Rendez-vous avait été fixé par Guillaume Lejeune du CAL/Charleroi à l’entrée du site de l’abbaye d’Aulne. En cette froide et brumeuse journée automnale, une douzaine de personnes l’avaient rejoint sur le parking. Parmi elles, des habitués de balades ou de rencontres philo, mais aussi un couple venu pour la randonnée plus que pour l’aspect philosophique… qui se retire donc rapidement. « On se pose des questions en lien avec ce que l’on voit au cours de la balade, dans une méthodologie proche de l’éco-pédagogie, explique Guillaume Lejeune. L’idée est d’interroger l’environnement, que les réflexions soient d’ordre écologique ou non, en s’inspirant de Paulo Freire, un pédagogue brésilien qui dit que personne ne s’éduque seul, personne n’éduque personne, les hommes s’éduquent ensemble par l’intermédiaire de l’environnement.

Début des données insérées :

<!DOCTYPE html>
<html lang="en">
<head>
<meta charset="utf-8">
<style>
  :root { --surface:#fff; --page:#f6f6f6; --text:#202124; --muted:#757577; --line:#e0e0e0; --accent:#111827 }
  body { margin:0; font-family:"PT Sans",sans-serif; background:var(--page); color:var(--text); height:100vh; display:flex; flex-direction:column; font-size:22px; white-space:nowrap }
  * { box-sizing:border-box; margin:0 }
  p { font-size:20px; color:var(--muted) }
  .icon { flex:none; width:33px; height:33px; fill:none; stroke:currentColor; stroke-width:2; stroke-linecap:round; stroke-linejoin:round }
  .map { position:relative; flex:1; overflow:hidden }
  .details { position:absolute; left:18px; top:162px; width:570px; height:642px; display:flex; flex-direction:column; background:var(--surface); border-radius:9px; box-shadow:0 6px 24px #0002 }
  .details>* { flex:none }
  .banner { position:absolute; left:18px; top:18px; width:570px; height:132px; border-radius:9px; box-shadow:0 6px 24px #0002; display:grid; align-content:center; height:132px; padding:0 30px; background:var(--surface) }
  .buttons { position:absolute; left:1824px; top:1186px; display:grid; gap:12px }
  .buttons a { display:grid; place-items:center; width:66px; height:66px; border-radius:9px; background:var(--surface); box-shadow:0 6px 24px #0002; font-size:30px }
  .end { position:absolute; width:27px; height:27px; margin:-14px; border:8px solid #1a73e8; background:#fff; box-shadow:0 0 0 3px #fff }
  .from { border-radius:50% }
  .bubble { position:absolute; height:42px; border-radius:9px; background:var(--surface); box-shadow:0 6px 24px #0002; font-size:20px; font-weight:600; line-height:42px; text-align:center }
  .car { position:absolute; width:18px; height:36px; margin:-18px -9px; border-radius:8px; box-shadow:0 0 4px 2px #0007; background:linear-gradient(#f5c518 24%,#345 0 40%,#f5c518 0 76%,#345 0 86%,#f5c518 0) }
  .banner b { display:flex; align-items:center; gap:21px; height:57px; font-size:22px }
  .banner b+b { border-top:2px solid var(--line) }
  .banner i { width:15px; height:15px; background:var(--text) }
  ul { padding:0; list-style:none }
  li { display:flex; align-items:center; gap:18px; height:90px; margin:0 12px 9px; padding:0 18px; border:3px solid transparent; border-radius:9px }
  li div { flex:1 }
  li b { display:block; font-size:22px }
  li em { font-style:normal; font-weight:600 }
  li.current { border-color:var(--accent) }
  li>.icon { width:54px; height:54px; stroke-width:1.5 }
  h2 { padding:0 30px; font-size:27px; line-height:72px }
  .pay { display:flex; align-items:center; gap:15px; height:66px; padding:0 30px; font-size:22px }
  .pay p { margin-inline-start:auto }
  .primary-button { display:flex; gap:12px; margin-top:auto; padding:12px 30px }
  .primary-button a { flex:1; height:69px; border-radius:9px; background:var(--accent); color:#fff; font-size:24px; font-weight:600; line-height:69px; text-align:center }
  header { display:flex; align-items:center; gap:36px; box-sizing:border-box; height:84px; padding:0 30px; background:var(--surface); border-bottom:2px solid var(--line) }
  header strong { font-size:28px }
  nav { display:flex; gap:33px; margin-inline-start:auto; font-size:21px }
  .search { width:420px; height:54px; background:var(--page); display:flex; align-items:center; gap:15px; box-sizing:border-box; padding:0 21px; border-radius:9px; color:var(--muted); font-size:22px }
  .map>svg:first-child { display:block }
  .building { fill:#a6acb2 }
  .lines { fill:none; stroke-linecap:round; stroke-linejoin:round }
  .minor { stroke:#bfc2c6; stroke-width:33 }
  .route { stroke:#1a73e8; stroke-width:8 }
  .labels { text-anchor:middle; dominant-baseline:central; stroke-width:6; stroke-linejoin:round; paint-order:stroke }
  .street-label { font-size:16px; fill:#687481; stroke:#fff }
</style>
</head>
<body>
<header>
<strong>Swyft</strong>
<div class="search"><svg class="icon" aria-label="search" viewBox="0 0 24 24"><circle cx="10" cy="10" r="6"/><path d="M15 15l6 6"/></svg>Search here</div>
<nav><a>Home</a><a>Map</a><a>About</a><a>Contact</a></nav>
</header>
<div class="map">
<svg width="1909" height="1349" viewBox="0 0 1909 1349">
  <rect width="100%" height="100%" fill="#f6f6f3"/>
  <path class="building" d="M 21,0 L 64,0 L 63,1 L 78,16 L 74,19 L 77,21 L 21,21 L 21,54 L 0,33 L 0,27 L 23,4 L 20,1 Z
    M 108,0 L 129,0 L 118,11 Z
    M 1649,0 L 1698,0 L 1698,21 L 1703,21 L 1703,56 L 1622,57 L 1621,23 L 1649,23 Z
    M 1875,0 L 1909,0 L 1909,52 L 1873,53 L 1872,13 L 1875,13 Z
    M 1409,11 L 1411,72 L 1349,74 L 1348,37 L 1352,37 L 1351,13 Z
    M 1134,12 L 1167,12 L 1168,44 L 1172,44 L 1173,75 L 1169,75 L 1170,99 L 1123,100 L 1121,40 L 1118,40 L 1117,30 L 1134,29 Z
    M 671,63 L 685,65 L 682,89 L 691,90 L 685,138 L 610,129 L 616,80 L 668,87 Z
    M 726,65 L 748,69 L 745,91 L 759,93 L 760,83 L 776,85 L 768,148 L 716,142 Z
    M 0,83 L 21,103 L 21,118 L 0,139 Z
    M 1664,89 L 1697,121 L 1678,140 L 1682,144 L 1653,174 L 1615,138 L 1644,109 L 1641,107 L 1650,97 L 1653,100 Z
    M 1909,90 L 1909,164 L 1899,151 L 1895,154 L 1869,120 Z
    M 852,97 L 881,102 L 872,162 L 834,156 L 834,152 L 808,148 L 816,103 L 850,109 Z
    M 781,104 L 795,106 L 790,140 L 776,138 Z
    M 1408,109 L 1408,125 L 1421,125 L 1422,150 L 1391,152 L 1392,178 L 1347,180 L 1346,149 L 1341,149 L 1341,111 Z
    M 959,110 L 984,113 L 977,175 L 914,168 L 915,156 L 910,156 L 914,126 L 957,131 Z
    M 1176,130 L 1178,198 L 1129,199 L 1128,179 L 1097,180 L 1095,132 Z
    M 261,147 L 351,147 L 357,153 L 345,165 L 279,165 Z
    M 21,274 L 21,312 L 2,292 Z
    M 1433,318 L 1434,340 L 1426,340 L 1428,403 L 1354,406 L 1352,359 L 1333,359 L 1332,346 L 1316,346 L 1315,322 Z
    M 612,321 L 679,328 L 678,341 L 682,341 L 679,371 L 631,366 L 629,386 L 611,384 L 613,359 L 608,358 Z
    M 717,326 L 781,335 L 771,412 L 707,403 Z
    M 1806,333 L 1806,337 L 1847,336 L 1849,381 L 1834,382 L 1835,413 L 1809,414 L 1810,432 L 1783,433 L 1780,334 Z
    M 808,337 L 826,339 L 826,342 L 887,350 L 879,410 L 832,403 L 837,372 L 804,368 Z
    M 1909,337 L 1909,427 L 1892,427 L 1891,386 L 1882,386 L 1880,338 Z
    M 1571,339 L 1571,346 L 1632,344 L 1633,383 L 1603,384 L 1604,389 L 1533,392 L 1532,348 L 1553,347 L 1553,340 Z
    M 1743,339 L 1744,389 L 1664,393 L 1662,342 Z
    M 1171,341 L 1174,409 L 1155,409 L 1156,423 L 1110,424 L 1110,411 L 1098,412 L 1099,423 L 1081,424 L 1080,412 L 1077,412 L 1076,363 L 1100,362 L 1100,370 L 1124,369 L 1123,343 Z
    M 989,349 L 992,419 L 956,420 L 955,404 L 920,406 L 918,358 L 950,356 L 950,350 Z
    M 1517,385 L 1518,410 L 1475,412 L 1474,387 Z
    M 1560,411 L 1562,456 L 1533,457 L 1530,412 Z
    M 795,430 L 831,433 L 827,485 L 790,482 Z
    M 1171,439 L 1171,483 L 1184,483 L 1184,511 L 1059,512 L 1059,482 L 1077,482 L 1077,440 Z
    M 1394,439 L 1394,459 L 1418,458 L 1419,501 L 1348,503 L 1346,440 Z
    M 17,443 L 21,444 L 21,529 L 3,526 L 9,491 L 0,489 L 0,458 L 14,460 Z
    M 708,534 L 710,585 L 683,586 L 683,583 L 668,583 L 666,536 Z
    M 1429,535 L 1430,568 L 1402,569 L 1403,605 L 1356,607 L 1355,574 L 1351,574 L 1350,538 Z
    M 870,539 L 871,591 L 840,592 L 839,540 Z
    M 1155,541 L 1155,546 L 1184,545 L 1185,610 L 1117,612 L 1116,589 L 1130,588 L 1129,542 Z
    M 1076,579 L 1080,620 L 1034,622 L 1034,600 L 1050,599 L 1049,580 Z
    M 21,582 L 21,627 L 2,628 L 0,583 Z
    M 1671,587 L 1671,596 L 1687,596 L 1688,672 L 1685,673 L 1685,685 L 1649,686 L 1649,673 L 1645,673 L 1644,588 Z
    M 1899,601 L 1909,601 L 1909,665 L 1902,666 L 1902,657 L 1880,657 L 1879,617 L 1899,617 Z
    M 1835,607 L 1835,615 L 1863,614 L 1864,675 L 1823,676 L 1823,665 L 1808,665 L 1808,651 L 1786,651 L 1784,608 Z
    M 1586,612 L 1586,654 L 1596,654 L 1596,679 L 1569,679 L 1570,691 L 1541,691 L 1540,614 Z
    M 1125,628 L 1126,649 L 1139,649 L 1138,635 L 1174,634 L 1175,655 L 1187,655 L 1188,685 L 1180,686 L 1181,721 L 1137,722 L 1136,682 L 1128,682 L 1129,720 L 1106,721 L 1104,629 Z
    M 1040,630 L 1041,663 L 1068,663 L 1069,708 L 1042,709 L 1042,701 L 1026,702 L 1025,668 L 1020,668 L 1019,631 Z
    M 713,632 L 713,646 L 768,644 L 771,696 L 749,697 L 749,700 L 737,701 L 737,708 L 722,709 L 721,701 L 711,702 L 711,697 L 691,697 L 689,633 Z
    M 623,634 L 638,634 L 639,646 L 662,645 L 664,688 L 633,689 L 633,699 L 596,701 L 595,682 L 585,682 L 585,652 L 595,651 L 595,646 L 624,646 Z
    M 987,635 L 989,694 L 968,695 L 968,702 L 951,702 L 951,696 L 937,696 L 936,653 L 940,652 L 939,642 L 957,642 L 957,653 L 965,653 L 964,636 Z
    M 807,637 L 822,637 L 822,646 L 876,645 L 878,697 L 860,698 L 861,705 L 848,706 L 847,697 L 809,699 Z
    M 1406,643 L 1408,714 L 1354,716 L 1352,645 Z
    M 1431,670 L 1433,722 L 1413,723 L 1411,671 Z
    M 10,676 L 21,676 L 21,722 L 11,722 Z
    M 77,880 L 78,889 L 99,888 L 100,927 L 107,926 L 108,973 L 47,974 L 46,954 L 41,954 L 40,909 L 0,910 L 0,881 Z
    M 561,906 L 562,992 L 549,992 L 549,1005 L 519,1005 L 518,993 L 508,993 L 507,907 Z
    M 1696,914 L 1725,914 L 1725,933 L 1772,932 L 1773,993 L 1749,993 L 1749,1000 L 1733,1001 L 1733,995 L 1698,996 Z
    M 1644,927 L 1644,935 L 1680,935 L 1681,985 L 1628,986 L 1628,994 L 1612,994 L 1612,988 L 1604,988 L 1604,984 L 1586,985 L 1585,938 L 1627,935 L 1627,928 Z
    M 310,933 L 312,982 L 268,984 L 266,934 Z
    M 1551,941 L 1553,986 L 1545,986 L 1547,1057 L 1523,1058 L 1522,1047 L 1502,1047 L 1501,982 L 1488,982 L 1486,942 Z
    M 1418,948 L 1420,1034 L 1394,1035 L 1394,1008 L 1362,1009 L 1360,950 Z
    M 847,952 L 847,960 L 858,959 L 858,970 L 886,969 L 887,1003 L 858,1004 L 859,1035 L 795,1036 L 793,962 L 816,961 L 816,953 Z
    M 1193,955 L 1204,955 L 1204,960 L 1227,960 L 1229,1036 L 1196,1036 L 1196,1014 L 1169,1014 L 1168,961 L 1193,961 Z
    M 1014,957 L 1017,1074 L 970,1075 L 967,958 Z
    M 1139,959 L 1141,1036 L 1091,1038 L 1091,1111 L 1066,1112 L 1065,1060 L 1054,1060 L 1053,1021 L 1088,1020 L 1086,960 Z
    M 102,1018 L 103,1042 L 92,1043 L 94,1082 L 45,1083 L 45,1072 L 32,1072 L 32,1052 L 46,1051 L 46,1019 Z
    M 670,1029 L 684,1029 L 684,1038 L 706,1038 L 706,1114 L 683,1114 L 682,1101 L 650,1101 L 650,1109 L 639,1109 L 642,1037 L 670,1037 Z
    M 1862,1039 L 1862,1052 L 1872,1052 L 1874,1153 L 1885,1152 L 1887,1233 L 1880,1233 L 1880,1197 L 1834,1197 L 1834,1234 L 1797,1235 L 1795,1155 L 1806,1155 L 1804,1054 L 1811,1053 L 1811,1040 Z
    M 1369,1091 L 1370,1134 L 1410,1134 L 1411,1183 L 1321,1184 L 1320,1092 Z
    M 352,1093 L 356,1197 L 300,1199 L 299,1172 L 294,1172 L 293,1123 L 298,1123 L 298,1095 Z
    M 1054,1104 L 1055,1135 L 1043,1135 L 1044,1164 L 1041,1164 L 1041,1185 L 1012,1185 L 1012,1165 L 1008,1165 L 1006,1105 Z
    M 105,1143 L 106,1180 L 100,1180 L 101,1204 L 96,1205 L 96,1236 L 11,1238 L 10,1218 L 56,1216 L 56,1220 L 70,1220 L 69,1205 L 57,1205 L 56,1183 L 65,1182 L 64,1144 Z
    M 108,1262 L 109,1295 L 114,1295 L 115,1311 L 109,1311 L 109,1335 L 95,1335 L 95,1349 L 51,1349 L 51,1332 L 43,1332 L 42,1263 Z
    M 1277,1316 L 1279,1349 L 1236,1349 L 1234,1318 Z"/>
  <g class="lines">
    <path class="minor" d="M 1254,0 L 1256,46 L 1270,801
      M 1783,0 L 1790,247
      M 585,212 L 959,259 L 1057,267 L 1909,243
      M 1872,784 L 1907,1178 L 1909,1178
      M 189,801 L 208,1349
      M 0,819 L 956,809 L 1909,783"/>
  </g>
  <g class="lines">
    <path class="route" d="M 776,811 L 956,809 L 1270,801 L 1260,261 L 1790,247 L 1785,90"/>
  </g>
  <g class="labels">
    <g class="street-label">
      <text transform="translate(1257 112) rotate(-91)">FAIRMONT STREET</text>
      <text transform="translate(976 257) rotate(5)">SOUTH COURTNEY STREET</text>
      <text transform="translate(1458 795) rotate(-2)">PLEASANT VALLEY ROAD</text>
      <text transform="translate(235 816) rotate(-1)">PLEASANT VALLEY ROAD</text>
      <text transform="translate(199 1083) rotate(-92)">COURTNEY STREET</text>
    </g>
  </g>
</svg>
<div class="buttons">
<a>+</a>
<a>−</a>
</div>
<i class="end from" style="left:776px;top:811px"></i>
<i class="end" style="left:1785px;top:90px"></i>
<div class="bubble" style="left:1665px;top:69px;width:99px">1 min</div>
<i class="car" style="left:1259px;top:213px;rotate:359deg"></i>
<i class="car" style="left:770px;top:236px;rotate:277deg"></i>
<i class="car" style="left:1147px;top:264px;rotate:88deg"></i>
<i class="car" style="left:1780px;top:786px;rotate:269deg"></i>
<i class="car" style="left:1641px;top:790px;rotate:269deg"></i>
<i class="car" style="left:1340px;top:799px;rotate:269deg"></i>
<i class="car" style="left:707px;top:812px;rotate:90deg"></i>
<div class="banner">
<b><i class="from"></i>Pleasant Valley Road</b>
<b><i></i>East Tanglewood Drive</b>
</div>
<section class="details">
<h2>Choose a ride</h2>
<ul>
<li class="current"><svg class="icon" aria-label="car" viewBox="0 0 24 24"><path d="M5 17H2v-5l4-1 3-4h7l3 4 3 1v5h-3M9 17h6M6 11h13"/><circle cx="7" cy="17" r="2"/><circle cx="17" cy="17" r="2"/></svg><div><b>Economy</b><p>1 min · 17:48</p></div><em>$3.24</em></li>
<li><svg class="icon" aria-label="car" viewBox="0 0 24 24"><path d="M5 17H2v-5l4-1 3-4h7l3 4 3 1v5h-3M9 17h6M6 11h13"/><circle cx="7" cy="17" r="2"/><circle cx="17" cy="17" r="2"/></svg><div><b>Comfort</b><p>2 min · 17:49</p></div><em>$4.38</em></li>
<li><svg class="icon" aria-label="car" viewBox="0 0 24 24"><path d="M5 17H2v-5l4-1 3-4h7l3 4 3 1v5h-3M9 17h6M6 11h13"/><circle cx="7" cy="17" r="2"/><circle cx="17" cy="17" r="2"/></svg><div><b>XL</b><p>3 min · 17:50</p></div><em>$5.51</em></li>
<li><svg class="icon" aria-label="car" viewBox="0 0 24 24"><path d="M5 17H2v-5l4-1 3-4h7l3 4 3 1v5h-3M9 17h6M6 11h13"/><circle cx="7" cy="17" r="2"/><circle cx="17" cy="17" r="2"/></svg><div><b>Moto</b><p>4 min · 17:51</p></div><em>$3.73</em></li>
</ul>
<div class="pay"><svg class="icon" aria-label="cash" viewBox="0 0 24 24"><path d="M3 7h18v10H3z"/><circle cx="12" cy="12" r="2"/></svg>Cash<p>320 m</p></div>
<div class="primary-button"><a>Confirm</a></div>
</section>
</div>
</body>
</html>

Ce dernier sert donc de support à nos réflexions. »

Expérimenter sans cesse
de nouveaux dispositifs

Prochaine
rando-philo

À l’occasion de la prochaine rando-philo organisée par le CAL/Charleroi au départ de la gare de Chatelet le dimanche 27 mars, les participant.e.s seront invité.e.s à marcher sur les traces de Magritte et de sa pensée.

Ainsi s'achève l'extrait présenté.